Now a new essay just published in the Annals of Alternative Media History by Buster Hinds, a young assistant professor at the University of California Cooperative Extension, Mendocino County, has put forward a sharply defined historical thesis: Americans have really always sided with the Romans against the hard-to-capture Gallic warriors.

In the Cold War environment that produced Asterix and Obelix, American audiences clearly preferred for the Roman legions to subdue that one last French village holding out against the Empire. Rather than identifying with the plucky Frenchmen who repeatedly foiled the Roman attempts at conquering the last independent village in what was then called Gaul, Americans could not help but side with Caesar in his unrelenting determination to mop-up France.

Who could not see the analogy between the Viet Cong and Asterix, the fiery little warrior who ran circles around the better trained and better armed Romans. Who did not detect the resemblance between Getafix, the village druid, and Ho Chi Min?

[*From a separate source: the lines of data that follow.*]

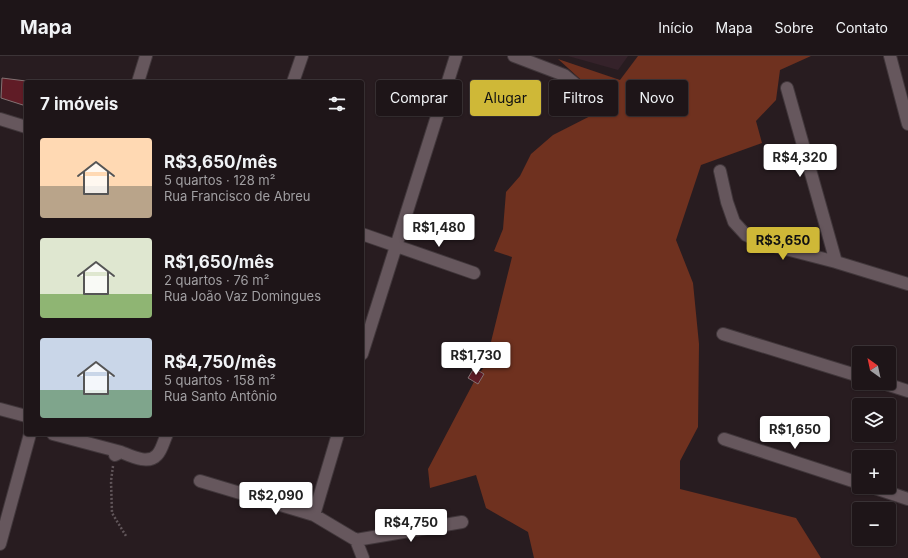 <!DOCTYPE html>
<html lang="pt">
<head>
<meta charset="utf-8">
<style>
	:root { --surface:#1e1518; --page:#2b2225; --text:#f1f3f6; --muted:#a19fa2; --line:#3c3437; --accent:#cfb837 }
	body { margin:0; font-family:Inter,sans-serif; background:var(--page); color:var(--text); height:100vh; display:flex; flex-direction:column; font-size:15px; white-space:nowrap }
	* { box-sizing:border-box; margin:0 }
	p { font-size:13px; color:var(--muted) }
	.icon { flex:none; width:22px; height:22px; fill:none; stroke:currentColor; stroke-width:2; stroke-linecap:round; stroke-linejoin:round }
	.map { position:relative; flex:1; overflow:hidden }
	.sheet { position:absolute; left:24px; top:24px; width:340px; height:356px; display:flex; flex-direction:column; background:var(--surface); border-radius:4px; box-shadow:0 1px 3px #0004,0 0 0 1px var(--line) }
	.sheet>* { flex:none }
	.hud { position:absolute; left:376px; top:24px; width:380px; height:36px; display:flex; gap:8px }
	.needle { width:26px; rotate:327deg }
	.tools { position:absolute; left:852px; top:290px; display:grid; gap:8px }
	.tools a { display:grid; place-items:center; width:44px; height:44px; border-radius:4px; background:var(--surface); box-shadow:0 1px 3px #0004,0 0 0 1px var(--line); font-size:20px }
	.price { position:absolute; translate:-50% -34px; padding:0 9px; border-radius:4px; background:#fff; color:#222; font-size:13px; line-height:26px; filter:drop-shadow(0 1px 2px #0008) }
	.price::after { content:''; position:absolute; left:50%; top:24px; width:12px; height:9px; margin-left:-6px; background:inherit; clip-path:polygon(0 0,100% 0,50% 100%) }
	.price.active { background:var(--accent); color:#111 }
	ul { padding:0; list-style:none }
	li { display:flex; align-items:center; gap:12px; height:100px; padding:0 16px }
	li span { display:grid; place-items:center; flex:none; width:112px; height:80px; border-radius:4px; color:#555 }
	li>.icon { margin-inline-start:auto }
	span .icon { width:48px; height:48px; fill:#fffc; stroke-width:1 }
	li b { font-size:17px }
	h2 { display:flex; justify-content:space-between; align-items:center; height:48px; padding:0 16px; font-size:17px }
	.tag { padding:0 14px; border-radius:4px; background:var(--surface); box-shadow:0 1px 3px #0004,0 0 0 1px var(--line); font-size:14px; line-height:36px }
	.tag.active { background:var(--accent); color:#111 }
	header { display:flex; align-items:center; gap:24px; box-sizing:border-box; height:56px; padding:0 20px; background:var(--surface); border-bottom:1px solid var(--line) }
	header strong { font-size:19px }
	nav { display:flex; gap:22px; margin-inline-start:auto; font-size:14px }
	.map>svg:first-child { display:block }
	.built { fill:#35222a }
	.green { fill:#6f311f }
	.building { fill:#601c26; stroke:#837273 }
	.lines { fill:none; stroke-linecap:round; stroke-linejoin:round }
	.minor-casing { stroke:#41373b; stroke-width:14 }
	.path { stroke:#61565a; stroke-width:2.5; stroke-dasharray:2 2; stroke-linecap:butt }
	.minor { stroke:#66575d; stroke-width:12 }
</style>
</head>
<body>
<header>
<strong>Mapa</strong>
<nav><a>Início</a><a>Mapa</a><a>Sobre</a><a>Contato</a></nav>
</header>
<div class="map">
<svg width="908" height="502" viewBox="0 0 908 502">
	<rect width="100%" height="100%" fill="#281c20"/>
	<path class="built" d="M568,0H628L618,14Z"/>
	<path class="green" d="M638,0H811L780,14L776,44L756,65L762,87L701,109L676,184L693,227L699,288L698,371L680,405V433L796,462L821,502H534L528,476L486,452L476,419L430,432L428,413L477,320L485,310L512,201L494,195L503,173L506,136L520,120L531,98L553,79L610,50L558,3L620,24Z"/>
	<path class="building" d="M2,22L26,25V50L1,42Z
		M474,312L484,318L478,328L468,322Z"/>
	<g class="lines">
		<defs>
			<path id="minor" d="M514,0L564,19L575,28L582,39
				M890,0L908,68
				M138,26L146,0
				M293,26L302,0
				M787,32L836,206
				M0,63L26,71
				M720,115L727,146L734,166L746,179L763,187L836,206L908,228
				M362,178L474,217
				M723,278L859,320
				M362,298L456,0
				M883,327L908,335
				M0,353L26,360
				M53,378L121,396
				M724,383L859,427
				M115,399L121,396C131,400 148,409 157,399C162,394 164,384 167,378
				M200,425L314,459L356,484L462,466
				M872,431L908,443
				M314,459L338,378
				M356,484L363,502
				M0,488L30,378"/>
		</defs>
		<use href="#minor" class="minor-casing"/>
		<path class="path" d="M113,410L111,425L112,457L126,480"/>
		<use href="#minor" class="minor"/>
	</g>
</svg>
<div class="tools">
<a><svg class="needle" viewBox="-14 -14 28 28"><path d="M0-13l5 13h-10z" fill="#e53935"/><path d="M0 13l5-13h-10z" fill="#a19fa2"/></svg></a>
<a><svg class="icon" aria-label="layers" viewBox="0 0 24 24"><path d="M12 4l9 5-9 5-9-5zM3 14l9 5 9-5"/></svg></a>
<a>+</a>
<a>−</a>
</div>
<b class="price" style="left:800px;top:122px">R$4,320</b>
<b class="price" style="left:439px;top:192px">R$1,480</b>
<b class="price active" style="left:783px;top:205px">R$3,650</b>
<b class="price" style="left:476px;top:320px">R$1,730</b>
<b class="price" style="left:795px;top:394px">R$1,650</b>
<b class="price" style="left:276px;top:460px">R$2,090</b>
<b class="price" style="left:411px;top:487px">R$4,750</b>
<div class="hud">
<a class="tag">Comprar</a>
<a class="tag active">Alugar</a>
<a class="tag">Filtros</a>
<a class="tag">Novo</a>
</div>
<section class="sheet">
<h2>7 imóveis<svg class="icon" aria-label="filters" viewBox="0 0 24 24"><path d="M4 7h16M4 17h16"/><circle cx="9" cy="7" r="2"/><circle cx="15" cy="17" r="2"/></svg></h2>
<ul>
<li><span style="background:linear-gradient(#ffd9b3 60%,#b9a48a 0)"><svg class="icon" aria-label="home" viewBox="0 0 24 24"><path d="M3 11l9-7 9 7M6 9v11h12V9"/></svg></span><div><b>R$3,650/mês</b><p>5 quartos · 128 m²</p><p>Rua Francisco de Abreu</p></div></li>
<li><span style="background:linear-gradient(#dfe7d0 70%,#8fb573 0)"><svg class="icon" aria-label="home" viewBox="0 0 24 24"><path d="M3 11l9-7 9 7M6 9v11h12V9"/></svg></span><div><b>R$1,650/mês</b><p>2 quartos · 76 m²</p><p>Rua João Vaz Domingues</p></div></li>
<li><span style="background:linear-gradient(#c9d6e8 65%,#7fa58c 0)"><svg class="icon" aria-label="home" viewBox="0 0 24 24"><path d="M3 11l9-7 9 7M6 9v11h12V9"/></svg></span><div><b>R$4,750/mês</b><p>5 quartos · 158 m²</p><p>Rua Santo Antônio</p></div></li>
</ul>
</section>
</div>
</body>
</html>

Was it not more than a coincidence that the first Asterix and Obelix film was released in 1967, just as the Vietnam offensive was building up to its greatest strength?

Was it no coincidence that the first comic book was released in 1959 the year Charles de Gaulle became President of France?

Yes, the American viewer, even those of the tenderest age, and certainly those discerning parents ever on the look-out for subversive political messages, recognized implicitly that Asterix and Obelix was more than a celebration of Gallic pride, it was a covert jab at Roman, i.e. American hegemony.